L’éducation est importante pour que les jeunes puissent façonner activement le changement.


Evelyn Scholz
Bureau de coordination pour l’éducation dans la ville de Hoyerswerda

Projet modèle : ville éducative

L’éducation, ou la participation sociale au sens le plus large, devrait devenir le moteur du changement structurel, explique Scholz dans ses ambitions. Après quelques mots d’introduction et discours liminaires sur le thème du changement structurel, il y a donc une discussion difficile. Partout dans la Lausitzhalle à Hoyerswerda, il y a de petits groupes avec les acteurs les plus divers de l’administration, des clubs ou de l’entrepreneuriat. Les participants discutent ensemble d’idées concrètes, par exemple comment les offres culturelles peuvent être diffusées à l’avenir afin d’atteindre plus de personnes. Ou comment l’administration municipale devrait communiquer sur les projets municipaux et impliquer les citoyens. Et, selon le souhait de nombreux acteurs, le changement structurel devrait être davantage mis en avant. De plus, il devrait y avoir plus de rondes de discussion, surtout pour les jeunes élèves.

Bilan après six mois

Selon Scholz, ces idées devraient maintenant faire leurs preuves dans la pratique. Par exemple, un groupe souhaite créer une chaîne Instagram pour montrer aux jeunes les offres d’emploi des entreprises locales. D’autres souhaitent augmenter la visibilité des événements et des offres pédagogiques et créer pour cela leur propre site internet. Et un troisième groupe envisage, par exemple, de demander aux jeunes ce qui les motiverait à rester en ville et à ne pas déménager. Le bureau de coordination de l’éducation soutient les participants à la conférence dans la mise en œuvre de ces idées et est disponible en tant que personne de contact. Après six mois, les initiateurs veulent tirer une conclusion.

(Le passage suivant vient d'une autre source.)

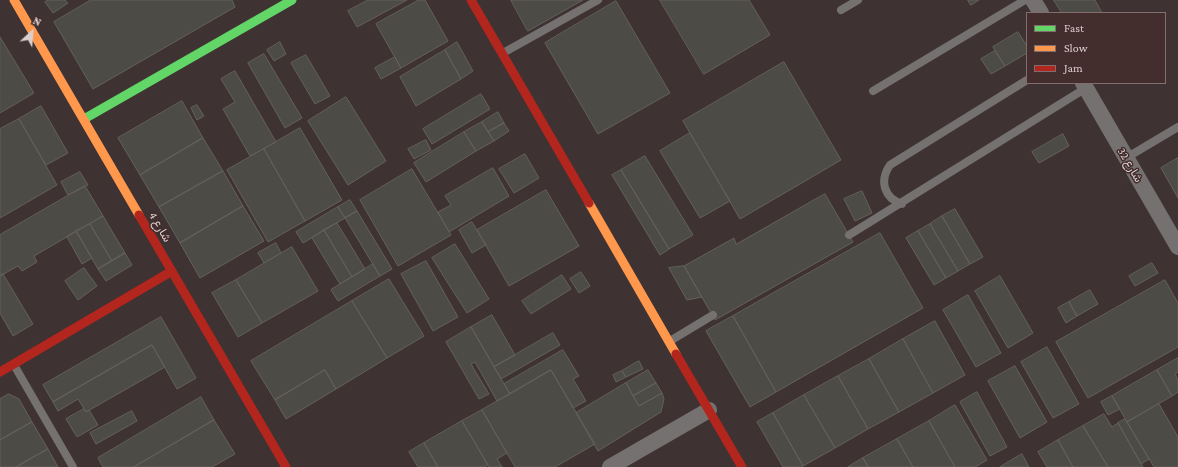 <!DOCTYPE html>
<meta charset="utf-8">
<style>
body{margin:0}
#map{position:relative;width:1178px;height:467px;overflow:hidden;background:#3e3232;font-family:"Crimson Pro",serif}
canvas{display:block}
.legend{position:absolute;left:1026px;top:12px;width:140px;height:72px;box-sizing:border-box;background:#432d2d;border:1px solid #816d6d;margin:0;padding:5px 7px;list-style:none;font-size:12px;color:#ddcece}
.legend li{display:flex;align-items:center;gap:8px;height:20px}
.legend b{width:20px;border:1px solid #816d6d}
.north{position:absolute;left:12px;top:12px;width:40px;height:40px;-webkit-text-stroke:3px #432d2d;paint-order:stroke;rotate:26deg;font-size:11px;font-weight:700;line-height:16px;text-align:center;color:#ddcece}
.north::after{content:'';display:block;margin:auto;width:14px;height:18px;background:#ddcece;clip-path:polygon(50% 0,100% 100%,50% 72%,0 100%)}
</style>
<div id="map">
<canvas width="1178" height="467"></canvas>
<ul class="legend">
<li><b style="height:5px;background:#63d668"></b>Fast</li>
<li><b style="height:5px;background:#ff974d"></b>Slow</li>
<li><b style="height:5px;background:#b3261e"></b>Jam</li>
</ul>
<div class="north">N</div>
</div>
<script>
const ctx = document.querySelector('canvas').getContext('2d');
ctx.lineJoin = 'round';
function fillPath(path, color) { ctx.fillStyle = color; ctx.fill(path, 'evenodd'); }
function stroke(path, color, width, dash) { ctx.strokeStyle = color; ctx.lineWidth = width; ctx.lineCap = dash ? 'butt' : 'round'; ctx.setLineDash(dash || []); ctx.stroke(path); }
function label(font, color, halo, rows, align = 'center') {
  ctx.font = font + ' "Crimson Pro",Vazirmatn,serif'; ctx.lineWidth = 3; ctx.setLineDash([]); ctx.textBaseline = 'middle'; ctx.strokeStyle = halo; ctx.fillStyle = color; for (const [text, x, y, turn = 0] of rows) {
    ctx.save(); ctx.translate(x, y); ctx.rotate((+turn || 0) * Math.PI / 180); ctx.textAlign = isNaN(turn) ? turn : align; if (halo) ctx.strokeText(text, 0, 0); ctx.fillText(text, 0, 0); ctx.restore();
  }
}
const building = new Path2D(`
 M49 0H65L68 3 53 13 45 2Z
 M91 0H232L235 7 93 89 54 22Z
 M368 0H407L357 27 348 11Z
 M419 0H425L448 41 401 68 376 24Z
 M511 0H583L528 31Z
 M660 0H749L770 35 704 74Z
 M968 0H979L971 5Z
 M1054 0H1095L1102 13H1062Z
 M616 1 670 93 598 134 545 43Z
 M1018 32 1027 46V53L1005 66 993 47Z
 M0 37 34 93 0 113Z
 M280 42 286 54 274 61 267 50Z
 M457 42 473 71 461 79 445 50Z
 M445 50 461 79 416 106 400 77Z
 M995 51 1005 66 991 74 981 59Z
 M264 54 302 118 285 128 248 63Z
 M306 55 330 96 315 104 291 63Z
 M395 57 401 68 381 79 375 68Z
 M784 62 841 160 740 219 683 121Z
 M235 71 276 142 250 156 223 109 235 102 221 79Z
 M481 94 490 109 432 144 423 129Z
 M346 97 386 161 348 185 308 121Z
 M182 101 203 138 140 175 118 138Z
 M197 105 204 116 197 120 191 108Z
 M41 106 68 153 46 165 19 119Z
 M498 112 504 123 488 132 482 122Z
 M19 119 57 185 0 218V129Z
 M482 122 494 141 476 151 464 132Z
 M504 123 509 131 494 141 488 132Z
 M300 128 342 200 305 221 264 149Z
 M464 132 476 151 426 182 414 163Z
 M690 133 730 201 700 218 660 151Z
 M1063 134 1069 146 1039 163 1032 152Z
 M203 138 223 171 159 207 140 175Z
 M426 140 431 150 414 159 408 149Z
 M264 149 305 221 268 242 227 170Z
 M525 154 539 178 514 193 499 169Z
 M645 156 693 235 669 249 621 170Z
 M1178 158V198L1161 168Z
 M493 168 509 196 449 232 438 212 451 205 445 196Z
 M412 169 451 235 398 266 360 200Z
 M621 170 669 249 660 255 612 175Z
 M223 171 243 206 180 243 159 207Z
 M80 172 88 185 68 195 61 182Z
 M85 186 103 216 34 256 37 262 22 271 18 266 0 276V235Z
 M546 190 579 246 509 286 477 230Z
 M862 191 872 213 855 221 844 199Z
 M825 194 853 242 715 320 684 266 734 238 736 244Z
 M350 200 357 211 345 218 338 207Z
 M243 206 264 241 200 278 180 243Z
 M338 207 345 218 303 243 296 232Z
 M955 209 983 257 970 264 942 216Z
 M357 211 392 269 380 276 345 218Z
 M103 216 125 253 112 261 90 224Z
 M942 216 970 264 958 271 930 224Z
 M472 222 486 245 472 253 459 230Z
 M337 223 365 269 352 277 324 230Z
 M90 224 112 261 98 269 76 231Z
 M930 224 958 271 946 278 918 231Z
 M324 230 352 277 340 284 312 238Z
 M76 231 92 258 82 264 67 237Z
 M918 231 946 278 934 285 906 238Z
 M880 233 923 308 776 392 733 316Z
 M276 243 281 253 264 263 258 253Z
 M455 244 489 299 467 313 432 258Z
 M292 247 318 291 262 323 236 280Z
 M125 253 132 265 106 281 98 269Z
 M426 261 458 317 433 331 401 274Z
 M1152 263 1158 273 1135 286 1129 276Z
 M373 264 380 276 338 301 331 290Z
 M684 266 702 297 687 300 669 268Z
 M84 268 97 286 78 300 65 281Z
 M581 272 590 286 579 293 570 279Z
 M3 274 33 324 13 336 0 313V276Z
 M562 275 571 289 531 314 522 301Z
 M1000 276 1033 333 1008 348 975 291Z
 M389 279 424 336 387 358 352 301Z
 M236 280 262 323 238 337 212 293Z
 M1165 280 1178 303V347L1088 398 1056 342Z
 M1090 290 1098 304 1077 316 1069 302Z
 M968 295 1001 353 976 367 943 310Z
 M352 301 387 358 336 389 325 370 275 400 251 361Z
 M1069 302 1077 316 1066 323 1058 308Z
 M492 315 515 355 494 367 471 327Z
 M733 316 776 392 750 407 706 331Z
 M161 317 196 378 177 389 152 345 53 402 43 385Z
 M935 321 965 375 933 393 903 339Z
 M471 327 510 394 497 401 475 362 471 364 489 394 479 399 446 342Z
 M553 333 560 345 501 379 494 367Z
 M903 339 933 393 899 412 869 359Z
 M152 345 165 367 86 412 78 399 58 411 53 402Z
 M1047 347 1079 404 1053 418 1021 362Z
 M563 350 579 376 573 379 586 401 573 408 551 370 510 394 504 384Z
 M1178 358V372L1175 374 1178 380V392L1172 396 1157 370Z
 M869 359 899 412 868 429 838 376Z
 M639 361 643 369 626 377 622 371Z
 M1015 366 1047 422 1020 438 988 381Z
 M325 370 336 389 286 419 275 400Z
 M551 370 595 444 555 467H515L482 410Z
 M648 370 656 383 633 396 626 383Z
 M1157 370 1172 396 1127 422 1112 396Z
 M622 371 626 377 616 382 613 375Z
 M838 376 868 429 835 448 804 395Z
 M626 383 639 406 662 393 664 399 661 412 598 451 576 413Z
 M656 383 662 393 639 406 633 396Z
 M977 392 1007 447 990 456 960 402Z
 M9 394 19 399 32 422 0 440V399Z
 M804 395 835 448 803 466 773 413Z
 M1112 396 1120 409 1108 415 1101 402Z
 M201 397 214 420 134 467H103L98 458Z
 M1159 404 1178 437V467H1154L1127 422Z
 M955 405 987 460 975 467H955L929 421Z
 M84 409 86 412 89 410 98 425 77 437 66 419Z
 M482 410 507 453 497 459 502 467H489L462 421Z
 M132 411 137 421 96 444 90 433Z
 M773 413 803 466 801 467H783L757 422Z
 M1104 414 1112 427 1118 423 1143 467H1108L1083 426Z
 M1125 419 1149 459 1141 464 1118 423Z
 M214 420 235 454 212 467H134Z
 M462 421 488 465 484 467H438L424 443Z
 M929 421 955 467H913L897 439Z
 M32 422 48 449 16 467H0V440Z
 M1083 426 1108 467H1073L1058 440Z
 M897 439 913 467H868L863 458Z
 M1058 440 1073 467H1047L1038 452Z
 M424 443 438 467H418L409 452Z
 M48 449 58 467H16Z
 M1022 454 1029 467H1000Z
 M863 458 868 467H848Z`);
fillPath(building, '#4d4b45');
stroke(building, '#64615d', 1);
stroke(new Path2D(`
 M841 10 858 0
 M503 53 598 0
 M873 91 1025 0
 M1126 158 1178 127
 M902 204C884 198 879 181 890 165L1027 80
 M849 235 1086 88
 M670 341 713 315
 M14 365 73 467`), '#767171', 8);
stroke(new Path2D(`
 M1033 0 1041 13
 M1083 83 1178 247
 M610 467 709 410`), '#767171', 16);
stroke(new Path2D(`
 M84 119 292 0`), '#63d668', 9);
stroke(new Path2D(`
 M14 0 139 215
 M589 203 676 354`), '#ff974d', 9);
stroke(new Path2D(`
 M471 0 589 203
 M139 215 286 467
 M676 354 742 467
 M0 372 172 271`), '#b3261e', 9);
label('12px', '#ddcece', '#432d2d', [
 ["شارع 32",1130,165,60],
 ["شارع 4",160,227,60]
]);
</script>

“Au moins, le processus peut facilement être transféré dans d’autres villes”, déclare le ministre de l’Éducation de Saxe, Christian Piwarz (CDU). C’est un bon exemple “que les joueurs de Hoyerswerda se soient trouvés et fassent maintenant avancer les choses ensemble”. Le politicien de la CDU est certain que ces idées pourraient renforcer les connaissances, les compétences et les valeurs des jeunes et espère que les jeunes s’identifieront davantage à la région en conséquence. La conférence sur l’éducation devrait certainement avoir lieu au cours de l’année à venir et réunir une grande variété d’intervenants autour d’une même table.